The Paris Climate Deal: Origins, Ambitions and Implications
20 September 2016 | Oxford Town Hall
5-6:30 pm | Doors open at 4:30
Tickets £5 (£3 students) | Donated to Low Oxford Carbon Week
“History will remember this day,” said Ban Ki-moon, secretary general of the United Nations, on 12 December 2015, as a record of over 195 states adopted the first universal and legally-binding climate deal pledging to “ [hold] the increase in the global average temperature to well below 2C above pre-industrial levels and to pursue efforts to limit the temperature increase to 1.5C”.
Despite the success of the Paris agreement, the road ahead is filled with obstacles. According to Christiana Figueres, former Executive Secretary of the UN Framework Convention on Climate Change, Paris was “the easy part”, and in the words of Piers Forster, “to achieve the 1.5C target, everything must change.” Each month since the Paris Agreement has set a new global temperature record. June 2016 is now indeed classified as the 14th consecutive month of global record-breaking temperatures, taking us one step closer each month to the 1.5degrees threshold. Following the Paris agreement, world climate experts are thus now faced with two crucial questions, looking into the past How did we arrive at 1.5degrees?, and into the future, Where do we go from here, and how do we get there quickly?

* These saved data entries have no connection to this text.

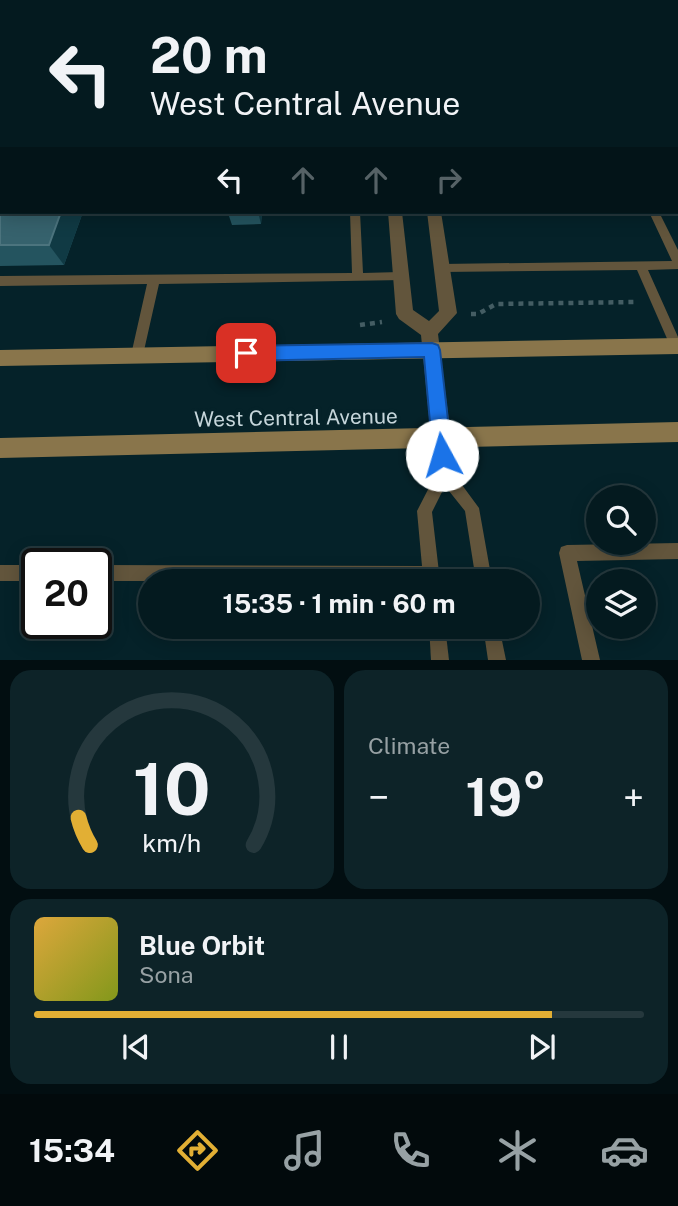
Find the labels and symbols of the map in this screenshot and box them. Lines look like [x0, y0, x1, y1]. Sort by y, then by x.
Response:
pin [216, 323, 276, 383]
street label: West Central Avenue [194, 403, 398, 432]
position arrow [405, 418, 479, 492]
speed limit sign: 20 [21, 548, 112, 639]

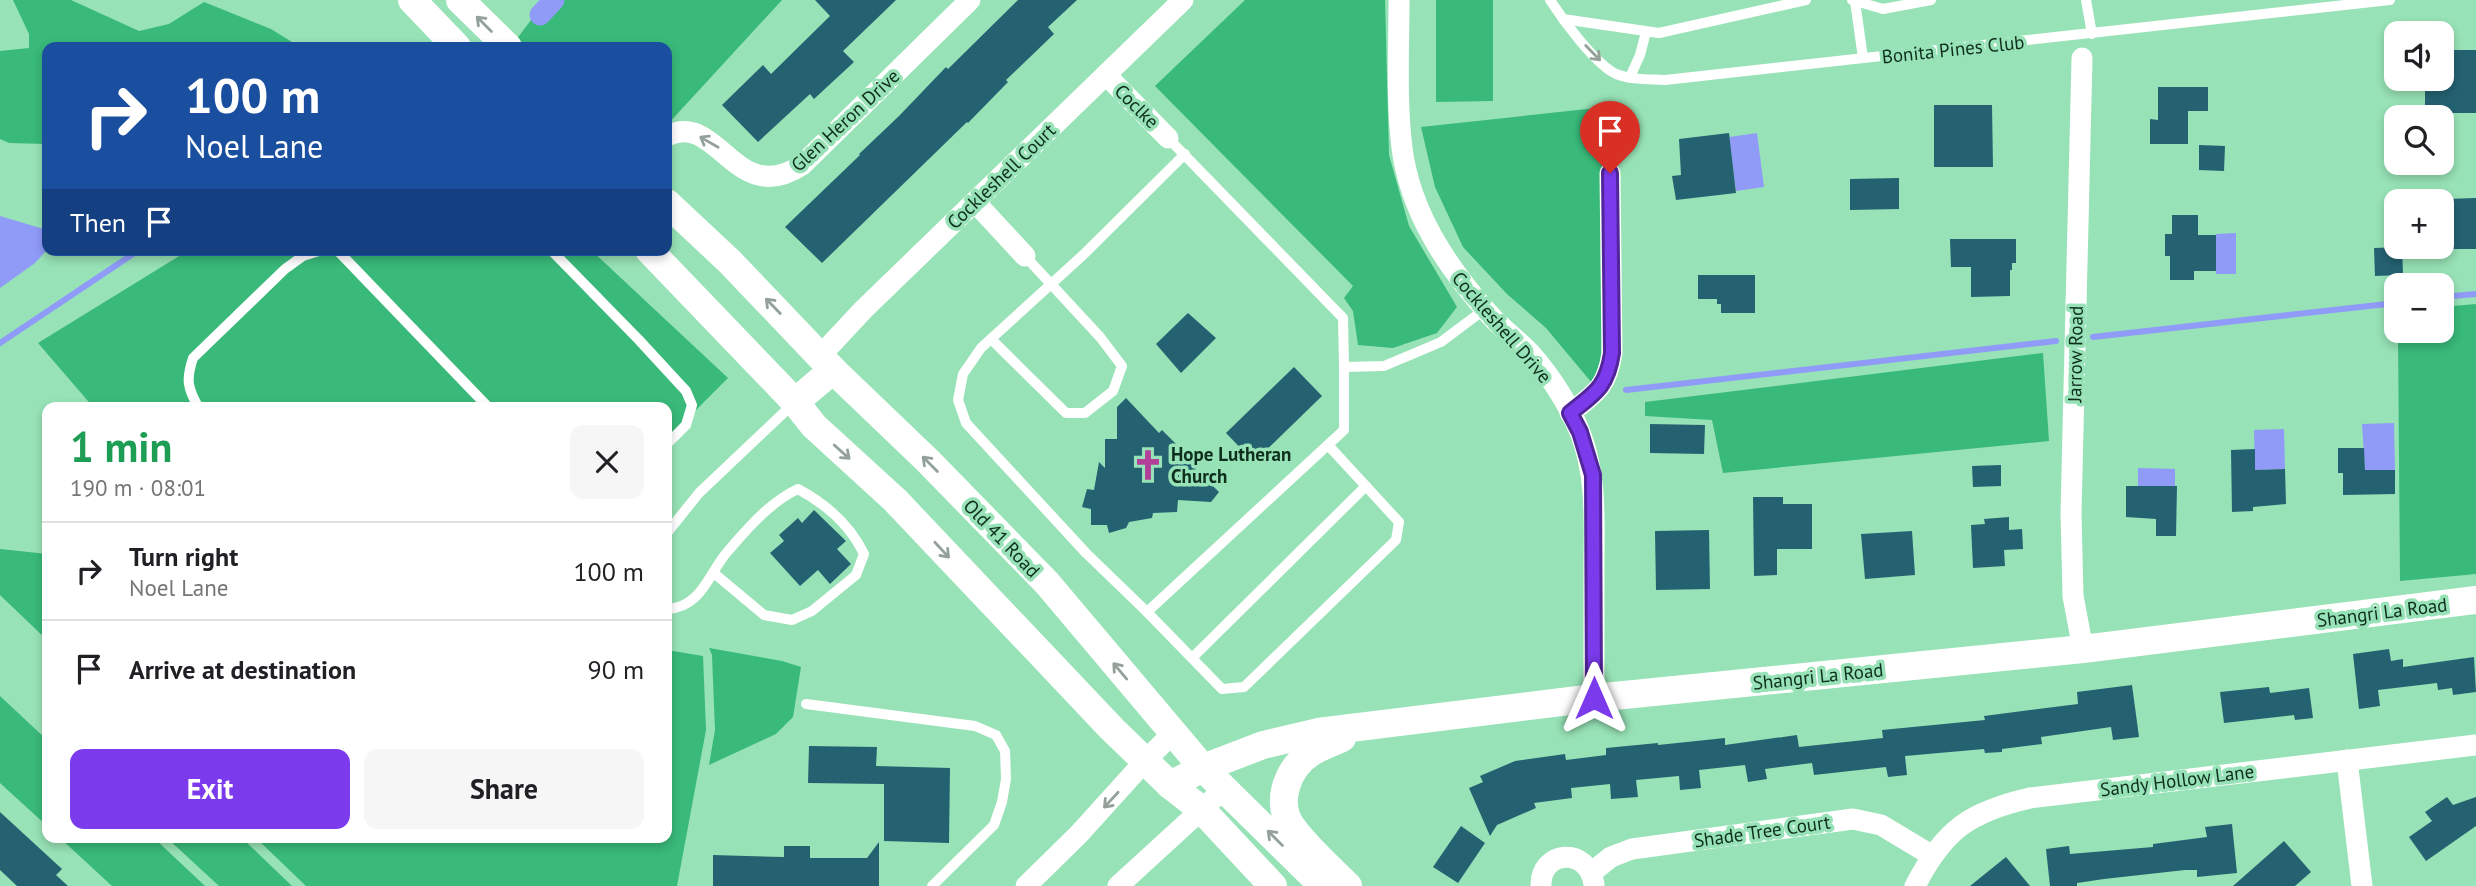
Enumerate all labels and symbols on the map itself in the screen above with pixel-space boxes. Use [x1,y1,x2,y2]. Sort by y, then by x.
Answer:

Launching the 1.5 Degrees International Conference the University of Oxford is proud to present a special evening of keynote speeches and discussion from some of the key figures behind the historic Paris Climate Agreement, including Laurence Tubiana, French Ambassador for climate negotiations, Tony de Brum, the force behind the High Ambition Coalition, Nebojsa Nakicenovic, IIASA and IPCC scientist, and Janos Pasztor, UN Assistant Secretary General to Climate Change and Senior Advisor to UN Secretary general Ban Ki-Moon during the negotiations of the Paris Climate Agreement.
The evening will be opened by Vice-Chancellor, Professor Louise Richardson and will be moderated by the award winning Environment Correspondent at the Financial Times, Pilita Clark.